• _ACTIVITY_:
Return every line below exactly, without dropping any.

• _RECORDS TO USE_:
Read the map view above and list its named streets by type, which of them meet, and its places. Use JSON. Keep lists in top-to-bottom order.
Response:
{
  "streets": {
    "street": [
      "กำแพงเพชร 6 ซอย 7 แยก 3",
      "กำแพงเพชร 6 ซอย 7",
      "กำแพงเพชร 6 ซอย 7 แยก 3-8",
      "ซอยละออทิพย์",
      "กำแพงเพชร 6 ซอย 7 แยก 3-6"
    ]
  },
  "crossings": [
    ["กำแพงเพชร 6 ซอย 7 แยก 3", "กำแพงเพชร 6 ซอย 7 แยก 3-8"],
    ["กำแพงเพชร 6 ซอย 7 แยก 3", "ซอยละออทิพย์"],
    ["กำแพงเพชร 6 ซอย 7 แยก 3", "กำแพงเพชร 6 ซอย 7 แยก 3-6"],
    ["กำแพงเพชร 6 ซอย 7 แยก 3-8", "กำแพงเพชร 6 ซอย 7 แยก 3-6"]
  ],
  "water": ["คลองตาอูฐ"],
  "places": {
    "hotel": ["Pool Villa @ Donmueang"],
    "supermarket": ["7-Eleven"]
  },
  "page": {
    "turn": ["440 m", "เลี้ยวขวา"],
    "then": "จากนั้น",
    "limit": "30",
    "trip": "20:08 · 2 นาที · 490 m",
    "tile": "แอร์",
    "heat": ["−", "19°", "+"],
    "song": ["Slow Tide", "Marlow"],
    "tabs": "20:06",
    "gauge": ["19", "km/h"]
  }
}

• _EXPECTED ANSWER_:
Read the map view above and list its named streets by type, which of them meet, and its places. Use JSON. Keep lists in top-to-bottom order.
Response:
{
  "streets": {
    "street": [
      "กำแพงเพชร 6 ซอย 7 แยก 3",
      "กำแพงเพชร 6 ซอย 7",
      "กำแพงเพชร 6 ซอย 7 แยก 3-8",
      "ซอยละออทิพย์",
      "กำแพงเพชร 6 ซอย 7 แยก 3-6"
    ]
  },
  "crossings": [
    ["กำแพงเพชร 6 ซอย 7 แยก 3", "กำแพงเพชร 6 ซอย 7 แยก 3-8"],
    ["กำแพงเพชร 6 ซอย 7 แยก 3", "ซอยละออทิพย์"],
    ["กำแพงเพชร 6 ซอย 7 แยก 3", "กำแพงเพชร 6 ซอย 7 แยก 3-6"],
    ["กำแพงเพชร 6 ซอย 7 แยก 3-8", "กำแพงเพชร 6 ซอย 7 แยก 3-6"]
  ],
  "water": ["คลองตาอูฐ"],
  "places": {
    "hotel": ["Pool Villa @ Donmueang"],
    "supermarket": ["7-Eleven"]
  },
  "page": {
    "turn": ["440 m", "เลี้ยวขวา"],
    "then": "จากนั้น",
    "limit": "30",
    "trip": "20:08 · 2 นาที · 490 m",
    "tile": "แอร์",
    "heat": ["−", "19°", "+"],
    "song": ["Slow Tide", "Marlow"],
    "tabs": "20:06",
    "gauge": ["19", "km/h"]
  }
}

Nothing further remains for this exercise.